**Stored data**
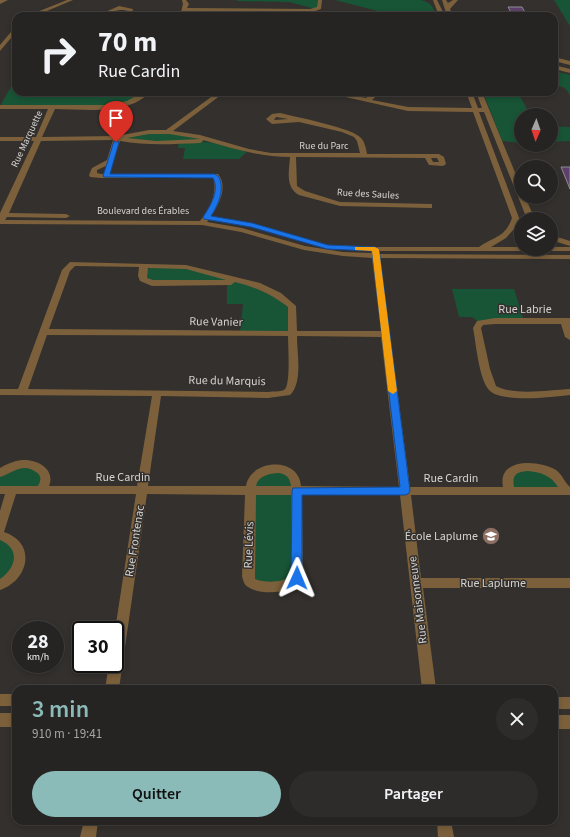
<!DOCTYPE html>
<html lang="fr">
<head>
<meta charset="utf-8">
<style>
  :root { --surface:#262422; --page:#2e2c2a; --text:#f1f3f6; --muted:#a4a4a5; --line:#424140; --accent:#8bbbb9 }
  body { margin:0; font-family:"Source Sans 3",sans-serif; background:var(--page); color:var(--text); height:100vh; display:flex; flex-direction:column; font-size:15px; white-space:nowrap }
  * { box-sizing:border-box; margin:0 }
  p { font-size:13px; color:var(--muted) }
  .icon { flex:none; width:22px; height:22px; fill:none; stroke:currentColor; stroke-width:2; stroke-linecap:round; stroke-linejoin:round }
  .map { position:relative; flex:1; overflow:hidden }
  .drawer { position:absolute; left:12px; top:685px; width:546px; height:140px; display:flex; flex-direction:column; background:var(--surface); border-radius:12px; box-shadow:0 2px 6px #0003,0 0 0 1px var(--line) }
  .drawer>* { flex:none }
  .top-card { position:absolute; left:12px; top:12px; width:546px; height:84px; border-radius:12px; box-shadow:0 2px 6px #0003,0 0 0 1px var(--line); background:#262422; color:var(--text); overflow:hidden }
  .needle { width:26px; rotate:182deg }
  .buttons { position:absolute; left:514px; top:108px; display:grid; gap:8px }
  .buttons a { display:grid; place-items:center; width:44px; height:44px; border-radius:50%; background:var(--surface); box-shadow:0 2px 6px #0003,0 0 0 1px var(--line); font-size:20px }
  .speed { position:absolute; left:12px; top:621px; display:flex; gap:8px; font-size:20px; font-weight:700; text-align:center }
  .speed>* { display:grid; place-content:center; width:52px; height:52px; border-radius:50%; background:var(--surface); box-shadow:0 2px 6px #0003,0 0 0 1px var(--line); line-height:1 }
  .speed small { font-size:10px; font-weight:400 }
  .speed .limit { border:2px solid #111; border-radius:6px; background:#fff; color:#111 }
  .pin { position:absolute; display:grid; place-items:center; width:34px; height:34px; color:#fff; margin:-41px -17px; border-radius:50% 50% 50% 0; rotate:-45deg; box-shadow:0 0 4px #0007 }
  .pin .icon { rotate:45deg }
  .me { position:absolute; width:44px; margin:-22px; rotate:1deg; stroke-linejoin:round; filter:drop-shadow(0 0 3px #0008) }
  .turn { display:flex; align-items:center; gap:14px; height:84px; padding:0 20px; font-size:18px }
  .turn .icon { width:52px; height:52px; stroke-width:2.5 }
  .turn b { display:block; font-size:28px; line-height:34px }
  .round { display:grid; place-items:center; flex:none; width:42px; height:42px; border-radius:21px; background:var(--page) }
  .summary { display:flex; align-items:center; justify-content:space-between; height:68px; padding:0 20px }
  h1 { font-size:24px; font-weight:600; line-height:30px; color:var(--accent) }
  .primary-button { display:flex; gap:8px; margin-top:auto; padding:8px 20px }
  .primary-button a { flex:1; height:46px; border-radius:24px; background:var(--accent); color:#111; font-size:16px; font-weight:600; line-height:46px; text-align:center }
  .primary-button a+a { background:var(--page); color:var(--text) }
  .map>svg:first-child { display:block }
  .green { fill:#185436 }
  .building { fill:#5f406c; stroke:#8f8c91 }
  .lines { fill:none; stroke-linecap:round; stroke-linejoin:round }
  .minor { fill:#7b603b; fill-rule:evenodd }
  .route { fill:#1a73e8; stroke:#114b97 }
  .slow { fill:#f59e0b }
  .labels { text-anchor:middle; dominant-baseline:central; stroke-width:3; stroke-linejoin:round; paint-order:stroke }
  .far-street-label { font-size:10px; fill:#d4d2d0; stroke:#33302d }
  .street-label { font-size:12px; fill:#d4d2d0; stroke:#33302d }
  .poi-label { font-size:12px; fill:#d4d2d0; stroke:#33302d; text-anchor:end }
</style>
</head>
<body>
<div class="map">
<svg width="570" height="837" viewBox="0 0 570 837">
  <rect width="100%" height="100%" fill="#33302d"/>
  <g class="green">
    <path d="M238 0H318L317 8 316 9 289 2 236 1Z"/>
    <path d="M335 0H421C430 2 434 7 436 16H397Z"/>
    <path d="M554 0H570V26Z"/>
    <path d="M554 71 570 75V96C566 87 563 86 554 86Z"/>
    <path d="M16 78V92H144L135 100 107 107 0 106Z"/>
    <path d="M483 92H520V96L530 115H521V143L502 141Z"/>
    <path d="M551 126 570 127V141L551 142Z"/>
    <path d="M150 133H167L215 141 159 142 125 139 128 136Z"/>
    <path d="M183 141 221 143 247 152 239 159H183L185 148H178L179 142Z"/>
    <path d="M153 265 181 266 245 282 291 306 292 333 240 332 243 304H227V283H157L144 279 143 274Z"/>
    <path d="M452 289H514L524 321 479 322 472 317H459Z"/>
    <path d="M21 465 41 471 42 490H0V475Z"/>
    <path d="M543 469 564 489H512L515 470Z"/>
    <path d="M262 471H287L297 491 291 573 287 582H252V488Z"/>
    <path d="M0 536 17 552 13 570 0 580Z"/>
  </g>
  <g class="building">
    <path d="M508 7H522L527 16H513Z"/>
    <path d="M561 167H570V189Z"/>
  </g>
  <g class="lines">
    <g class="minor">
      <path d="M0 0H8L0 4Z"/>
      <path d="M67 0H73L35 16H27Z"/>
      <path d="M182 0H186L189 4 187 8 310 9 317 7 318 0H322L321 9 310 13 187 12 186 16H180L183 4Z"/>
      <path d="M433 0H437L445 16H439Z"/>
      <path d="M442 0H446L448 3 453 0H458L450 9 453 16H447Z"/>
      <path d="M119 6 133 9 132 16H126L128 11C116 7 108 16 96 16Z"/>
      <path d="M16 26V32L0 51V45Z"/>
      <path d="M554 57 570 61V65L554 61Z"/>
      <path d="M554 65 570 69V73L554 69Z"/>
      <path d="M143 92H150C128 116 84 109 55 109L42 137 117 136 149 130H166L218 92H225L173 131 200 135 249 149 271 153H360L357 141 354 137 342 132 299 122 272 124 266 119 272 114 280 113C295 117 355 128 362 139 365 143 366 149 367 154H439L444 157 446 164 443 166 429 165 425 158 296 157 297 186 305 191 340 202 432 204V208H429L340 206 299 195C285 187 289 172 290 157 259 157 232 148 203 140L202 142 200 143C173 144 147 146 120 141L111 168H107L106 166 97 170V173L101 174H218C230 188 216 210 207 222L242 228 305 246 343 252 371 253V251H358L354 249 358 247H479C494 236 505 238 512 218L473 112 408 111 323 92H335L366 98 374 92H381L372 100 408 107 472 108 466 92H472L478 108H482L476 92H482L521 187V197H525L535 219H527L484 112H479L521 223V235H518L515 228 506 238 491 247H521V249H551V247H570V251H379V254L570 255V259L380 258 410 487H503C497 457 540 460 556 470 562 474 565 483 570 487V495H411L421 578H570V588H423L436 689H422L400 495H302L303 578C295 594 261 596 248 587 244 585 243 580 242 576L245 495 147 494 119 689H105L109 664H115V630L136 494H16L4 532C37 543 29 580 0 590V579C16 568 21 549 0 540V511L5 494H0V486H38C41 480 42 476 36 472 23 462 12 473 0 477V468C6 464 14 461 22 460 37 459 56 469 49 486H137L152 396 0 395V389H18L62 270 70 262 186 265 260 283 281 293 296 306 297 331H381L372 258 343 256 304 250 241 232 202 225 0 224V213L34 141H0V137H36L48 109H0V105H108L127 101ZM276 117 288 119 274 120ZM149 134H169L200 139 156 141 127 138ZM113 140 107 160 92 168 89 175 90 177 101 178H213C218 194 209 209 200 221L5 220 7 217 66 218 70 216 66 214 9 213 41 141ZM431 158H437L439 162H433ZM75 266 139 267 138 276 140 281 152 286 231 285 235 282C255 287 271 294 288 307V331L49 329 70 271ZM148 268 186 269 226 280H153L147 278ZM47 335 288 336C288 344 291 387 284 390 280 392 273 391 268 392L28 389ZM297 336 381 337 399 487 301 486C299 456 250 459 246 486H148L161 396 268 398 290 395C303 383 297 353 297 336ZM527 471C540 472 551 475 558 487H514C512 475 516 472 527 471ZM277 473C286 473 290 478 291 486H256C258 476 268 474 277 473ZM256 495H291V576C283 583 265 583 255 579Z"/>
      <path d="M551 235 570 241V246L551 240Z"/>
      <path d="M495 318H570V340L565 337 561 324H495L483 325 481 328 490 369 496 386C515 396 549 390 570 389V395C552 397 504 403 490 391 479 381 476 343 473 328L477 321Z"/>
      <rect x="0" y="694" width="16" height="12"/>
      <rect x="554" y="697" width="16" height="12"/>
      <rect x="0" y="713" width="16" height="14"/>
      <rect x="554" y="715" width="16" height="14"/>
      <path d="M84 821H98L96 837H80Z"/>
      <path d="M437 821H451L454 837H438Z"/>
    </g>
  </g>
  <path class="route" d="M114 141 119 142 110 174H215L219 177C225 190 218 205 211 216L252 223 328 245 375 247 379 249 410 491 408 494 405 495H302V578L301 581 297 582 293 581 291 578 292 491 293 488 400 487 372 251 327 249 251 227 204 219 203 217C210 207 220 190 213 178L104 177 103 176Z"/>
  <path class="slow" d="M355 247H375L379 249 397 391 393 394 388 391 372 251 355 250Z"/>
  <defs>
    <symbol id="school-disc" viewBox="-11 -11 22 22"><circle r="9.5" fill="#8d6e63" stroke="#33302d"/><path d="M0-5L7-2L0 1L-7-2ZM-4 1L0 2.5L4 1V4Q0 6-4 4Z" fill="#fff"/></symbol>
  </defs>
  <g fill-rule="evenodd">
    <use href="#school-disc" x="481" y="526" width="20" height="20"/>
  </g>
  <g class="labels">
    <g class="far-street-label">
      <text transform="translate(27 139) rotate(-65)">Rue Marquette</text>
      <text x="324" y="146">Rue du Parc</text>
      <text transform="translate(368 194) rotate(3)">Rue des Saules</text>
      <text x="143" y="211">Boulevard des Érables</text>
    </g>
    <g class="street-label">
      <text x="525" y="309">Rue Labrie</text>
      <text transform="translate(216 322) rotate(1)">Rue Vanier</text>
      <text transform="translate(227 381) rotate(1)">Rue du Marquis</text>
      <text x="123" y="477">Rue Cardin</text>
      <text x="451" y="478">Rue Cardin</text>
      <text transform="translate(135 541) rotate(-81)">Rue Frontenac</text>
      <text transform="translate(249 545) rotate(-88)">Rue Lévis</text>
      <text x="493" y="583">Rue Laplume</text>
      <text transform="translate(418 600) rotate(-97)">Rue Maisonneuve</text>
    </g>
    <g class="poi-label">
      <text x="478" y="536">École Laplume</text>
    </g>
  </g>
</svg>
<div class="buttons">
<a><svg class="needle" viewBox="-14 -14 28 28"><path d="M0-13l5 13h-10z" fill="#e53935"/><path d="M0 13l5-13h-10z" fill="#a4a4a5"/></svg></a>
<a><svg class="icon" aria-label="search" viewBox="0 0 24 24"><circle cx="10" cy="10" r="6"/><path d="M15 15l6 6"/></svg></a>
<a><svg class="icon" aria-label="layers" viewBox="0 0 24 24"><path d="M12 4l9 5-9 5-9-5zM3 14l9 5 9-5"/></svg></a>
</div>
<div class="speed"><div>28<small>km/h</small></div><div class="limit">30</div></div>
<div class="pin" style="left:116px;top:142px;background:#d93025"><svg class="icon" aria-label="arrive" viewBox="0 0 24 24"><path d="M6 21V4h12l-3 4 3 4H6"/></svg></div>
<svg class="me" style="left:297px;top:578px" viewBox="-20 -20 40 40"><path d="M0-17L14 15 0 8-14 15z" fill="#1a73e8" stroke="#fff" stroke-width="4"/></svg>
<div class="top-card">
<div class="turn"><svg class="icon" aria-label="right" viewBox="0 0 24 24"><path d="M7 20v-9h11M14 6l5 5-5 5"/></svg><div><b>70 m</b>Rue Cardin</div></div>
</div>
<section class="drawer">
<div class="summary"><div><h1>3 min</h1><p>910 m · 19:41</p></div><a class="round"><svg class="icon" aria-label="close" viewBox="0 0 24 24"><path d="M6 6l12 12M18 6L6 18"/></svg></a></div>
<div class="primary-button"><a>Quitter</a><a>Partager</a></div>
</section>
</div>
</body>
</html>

**Exercise**
Wherever the line holding "display:block; font-size:28px; line-height:34px" falls in the entries above, copy exactly from it through the line holding "text-anchor:middle; dominant-baseline:central; stroke-width:3;", inclusive, and add nothing.

**Result for this exercise**
  .turn b { display:block; font-size:28px; line-height:34px }
  .round { display:grid; place-items:center; flex:none; width:42px; height:42px; border-radius:21px; background:var(--page) }
  .summary { display:flex; align-items:center; justify-content:space-between; height:68px; padding:0 20px }
  h1 { font-size:24px; font-weight:600; line-height:30px; color:var(--accent) }
  .primary-button { display:flex; gap:8px; margin-top:auto; padding:8px 20px }
  .primary-button a { flex:1; height:46px; border-radius:24px; background:var(--accent); color:#111; font-size:16px; font-weight:600; line-height:46px; text-align:center }
  .primary-button a+a { background:var(--page); color:var(--text) }
  .map>svg:first-child { display:block }
  .green { fill:#185436 }
  .building { fill:#5f406c; stroke:#8f8c91 }
  .lines { fill:none; stroke-linecap:round; stroke-linejoin:round }
  .minor { fill:#7b603b; fill-rule:evenodd }
  .route { fill:#1a73e8; stroke:#114b97 }
  .slow { fill:#f59e0b }
  .labels { text-anchor:middle; dominant-baseline:central; stroke-width:3; stroke-linejoin:round; paint-order:stroke }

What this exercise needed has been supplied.